India in British Political Thought, c. 1600–1800 (seminar)
Recent scholarship has shown the importance of overseas settlement, colonies, and empire in the history of early modern British political thought. While most of this work has focused on the Atlantic world, this seminar was one of the Center for the History of British Political Thought programs that explored the intellectual history of early modern British encounters with South Asia. The course was structured by two inter-related themes: first, how the English East India Company figured as both a political and commercial project from its inception to the growth of a “British Indian Empire” in the late eighteenth century; and second, how Britons thought about the varied polities of early modern South Asia, in particular the vast empire of the Mughals. How did Britons who traveled, traded, fought, and governed in India adapt homegrown concepts to new contexts? How was British thought affected by confrontations and exchanges with the intellectual life of India?

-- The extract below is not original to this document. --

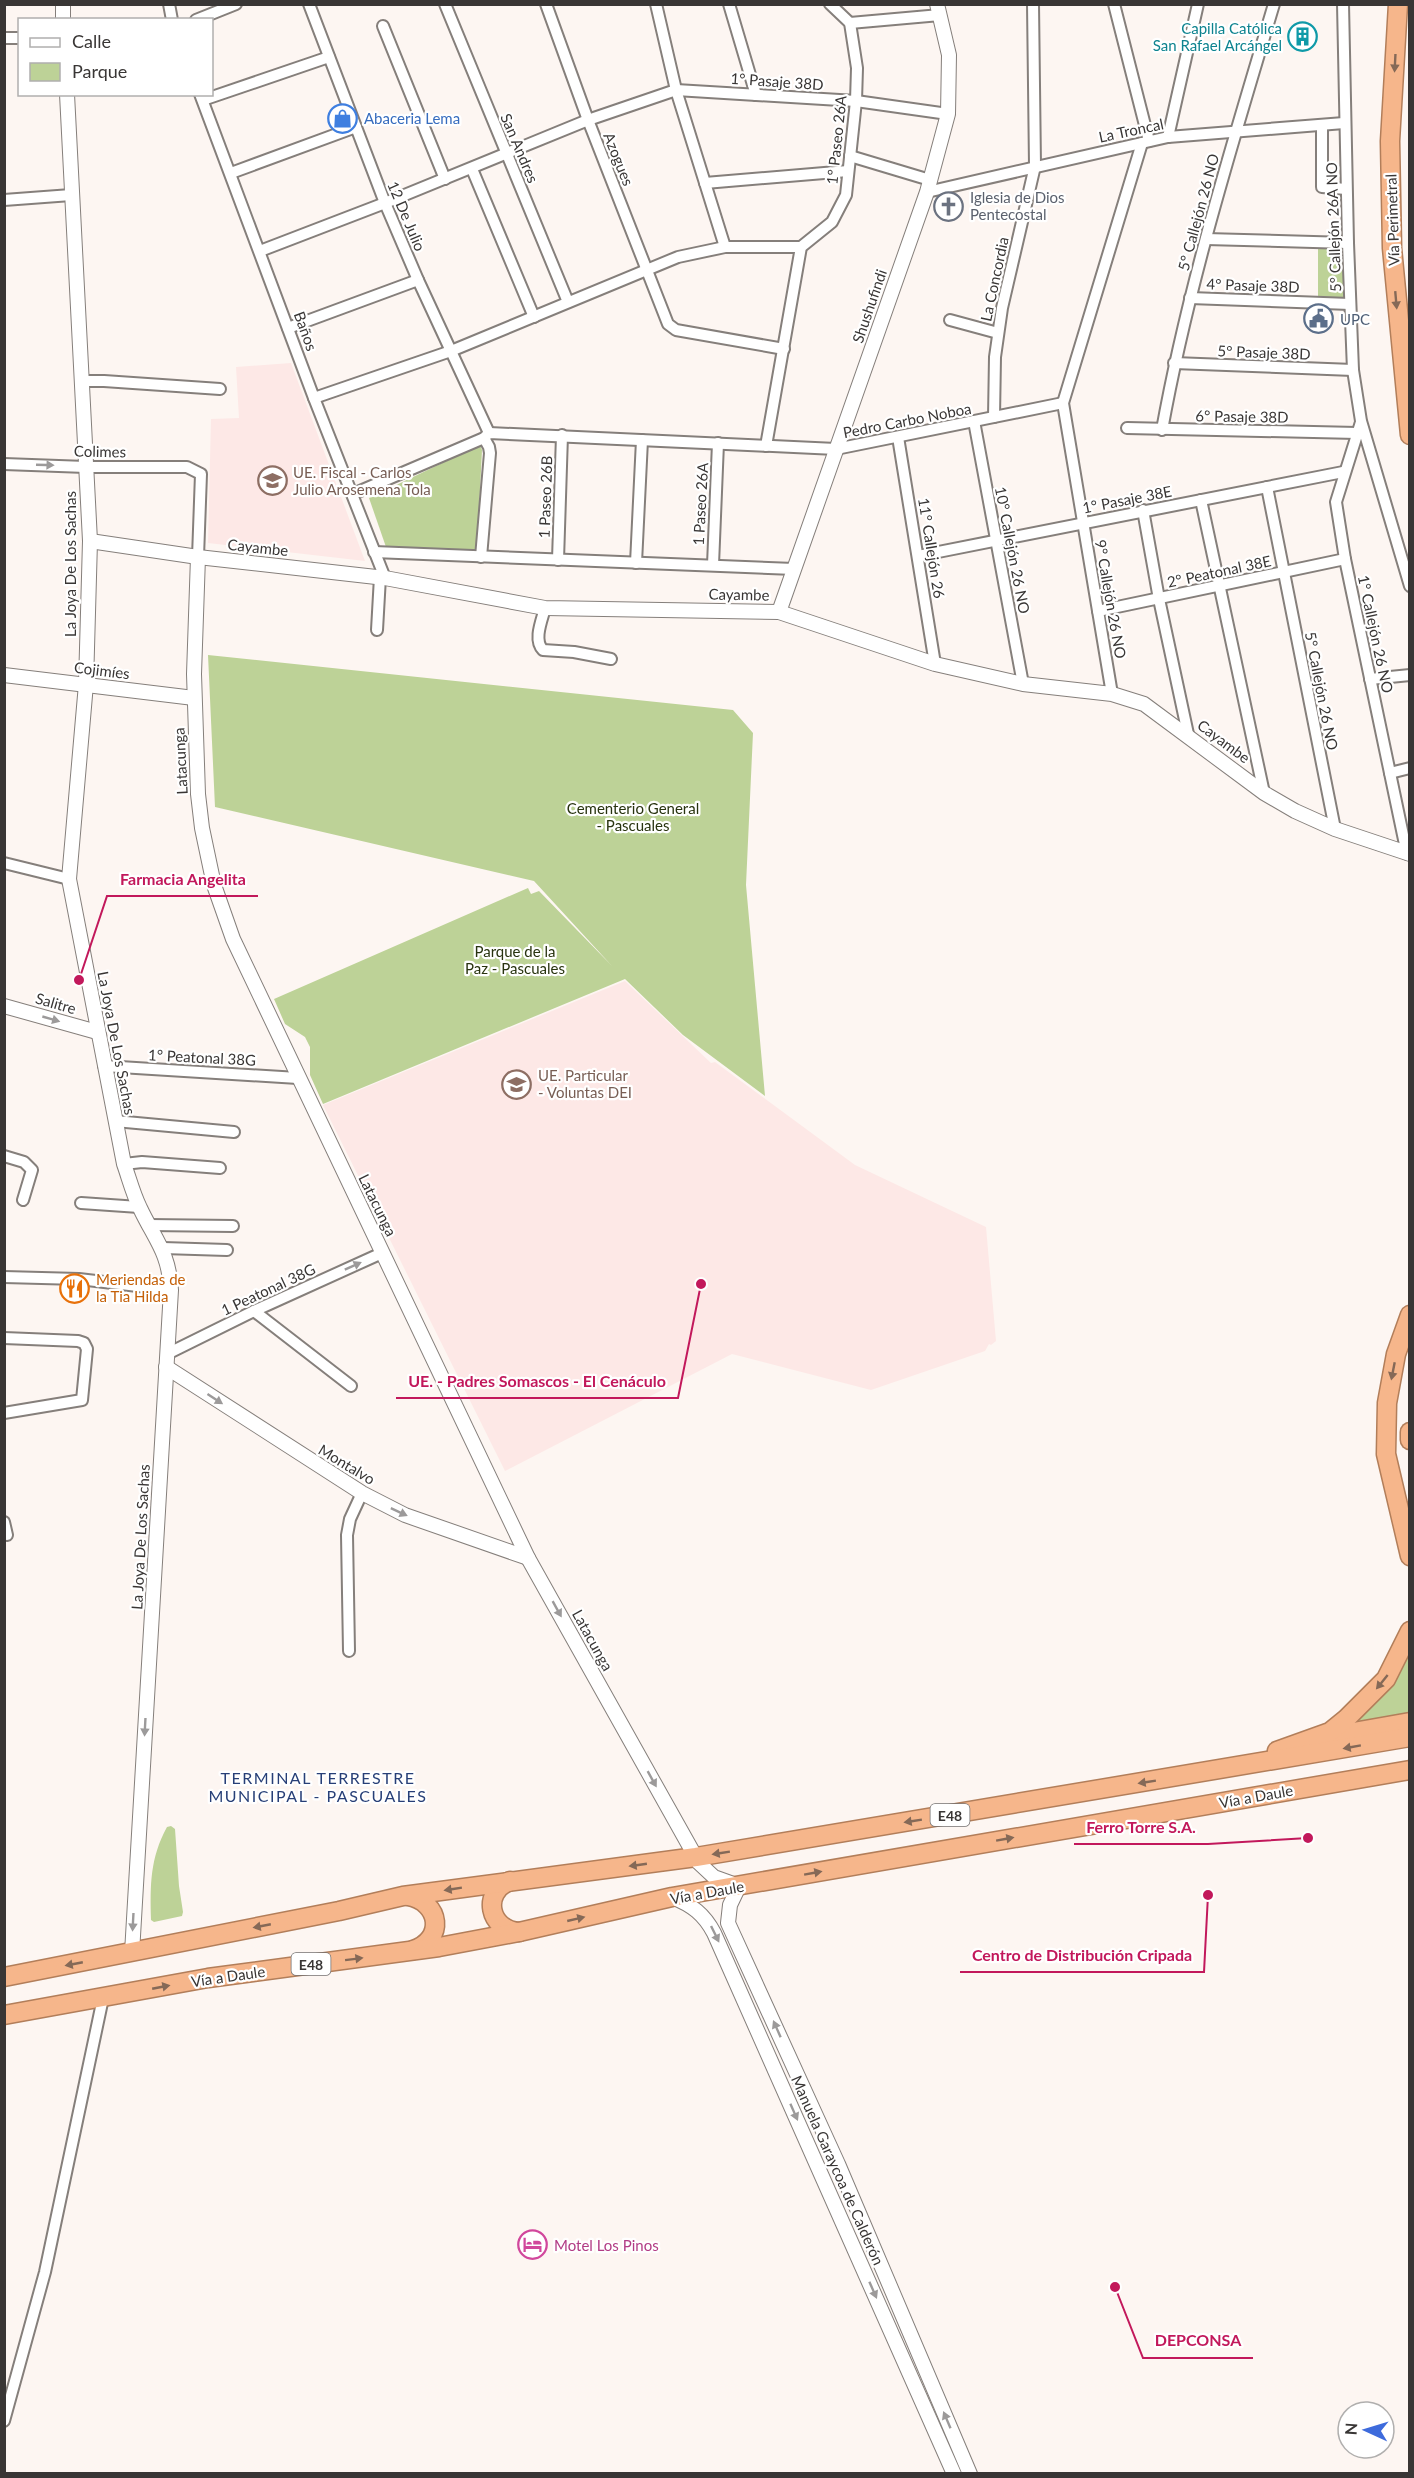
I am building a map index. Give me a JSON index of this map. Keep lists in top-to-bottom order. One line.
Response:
{"streets":{"highway":["Vía Perimetral","Vía a Daule","E48"],"street":["1° Pasaje 38D","La Troncal","1° Paseo 26A","San Andres","Azogues","5° Callejón 26 NO","12 De Julio","5° Callejón 26A NO","La Concordia","4° Pasaje 38D","Shushufindi","Baños","5° Pasaje 38D","6° Pasaje 38D","Pedro Carbo Noboa","Colimes","1 Paseo 26B","1° Pasaje 38E","1 Paseo 26A","Cayambe","11° Callejón 26","10° Callejón 26 NO","La Joya De Los Sachas","2° Peatonal 38E","9° Callejón 26 NO","1° Callejón 26 NO","Cojimíes","Latacunga","Salitre","1° Peatonal 38G","1 Peatonal 38G","Montalvo","Manuela Garaycoa de Calderón"]},"crossings":[["1° Pasaje 38D","1° Paseo 26A"],["1° Pasaje 38D","Shushufindi"],["La Troncal","5° Callejón 26 NO"],["La Troncal","5° Callejón 26A NO"],["La Troncal","La Concordia"],["La Troncal","Shushufindi"],["5° Callejón 26 NO","4° Pasaje 38D"],["5° Callejón 26 NO","5° Pasaje 38D"],["5° Callejón 26 NO","6° Pasaje 38D"],["5° Callejón 26 NO","1° Pasaje 38E"],["5° Callejón 26 NO","Cayambe"],["5° Callejón 26 NO","2° Peatonal 38E"],["12 De Julio","Pedro Carbo Noboa"],["5° Callejón 26A NO","4° Pasaje 38D"],["5° Callejón 26A NO","5° Pasaje 38D"],["5° Callejón 26A NO","1° Callejón 26 NO"],["La Concordia","Pedro Carbo Noboa"],["Shushufindi","Pedro Carbo Noboa"],["Shushufindi","Cayambe"],["Baños","Pedro Carbo Noboa"],["Baños","Cayambe"],["6° Pasaje 38D","1° Callejón 26 NO"],["Pedro Carbo Noboa","1 Paseo 26B"],["Pedro Carbo Noboa","1 Paseo 26A"],["Pedro Carbo Noboa","11° Callejón 26"],["Pedro Carbo Noboa","10° Callejón 26 NO"],["Pedro Carbo Noboa","9° Callejón 26 NO"],["Colimes","La Joya De Los Sachas"],["Colimes","Latacunga"],["1° Pasaje 38E","11° Callejón 26"],["1° Pasaje 38E","10° Callejón 26 NO"],["1° Pasaje 38E","9° Callejón 26 NO"],["1° Pasaje 38E","1° Callejón 26 NO"],["Cayambe","11° Callejón 26"],["Cayambe","10° Callejón 26 NO"],["Cayambe","La Joya De Los Sachas"],["Cayambe","9° Callejón 26 NO"],["Cayambe","1° Callejón 26 NO"],["Cayambe","Latacunga"],["La Joya De Los Sachas","Cojimíes"],["La Joya De Los Sachas","Salitre"],["La Joya De Los Sachas","1° Peatonal 38G"],["La Joya De Los Sachas","1 Peatonal 38G"],["La Joya De Los Sachas","Montalvo"],["La Joya De Los Sachas","E48"],["2° Peatonal 38E","9° Callejón 26 NO"],["2° Peatonal 38E","1° Callejón 26 NO"],["Cojimíes","Latacunga"],["Latacunga","1° Peatonal 38G"],["Latacunga","1 Peatonal 38G"],["Latacunga","Montalvo"],["Latacunga","Vía a Daule"],["Latacunga","E48"],["Latacunga","Manuela Garaycoa de Calderón"],["1 Peatonal 38G","Montalvo"],["Vía a Daule","Manuela Garaycoa de Calderón"]],"one_way":["Vía Perimetral","Colimes","Salitre","1 Peatonal 38G","Montalvo"],"districts":["TERMINAL TERRESTRE MUNICIPAL - PASCUALES"],"parks":["Cementerio General - Pascuales","Parque de la Paz - Pascuales"],"places":{"building":["Capilla Católica San Rafael Arcángel"],"shop":["Abaceria Lema"],"church":["Iglesia de Dios Pentecostal"],"public building":["UPC"],"school or university":["UE. Fiscal - Carlos Julio Arosemena Tola","UE. Particular - Voluntas DEI"],"other":["Farmacia Angelita","UE. - Padres Somascos - El Cenáculo","Ferro Torre S.A.","Centro de Distribución Cripada","DEPCONSA"],"restaurant":["Meriendas de la Tia Hilda"],"hotel":["Motel Los Pinos"]},"legend":["Calle","Parque"],"north":"left"}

How did British thought about India fit into a broader pattern of European encounters with the region? And in what ways did encounters with India feed back into the metropolitan political thought of Britain? This seminar invited applications from scholars with original research to contribute to the conversation. It also welcomed applications from participants working in contiguous fields and from a variety of disciplines -- for comparative studies in the histories of colonialism and imperial expansion or on early modern political thought more broadly. Applicants with those interests, however, took care to articulate the questions and assumptions with which they approach the seminar. They profited from background readings in the Center’s work, including most recently British Political Thought in History, Literature and Theory, 1500—1800, edited by David Armitage (Cambridge, 2006).
Director: Robert Travers is Associate Professor of History at Cornell University. Author of Ideology and Empire in Eighteenth Century India: The British in Bengal (2007), he has also published articles in journals such as Modern Asian Studies, Journal of Imperial and Commonwealth History and Past and Present.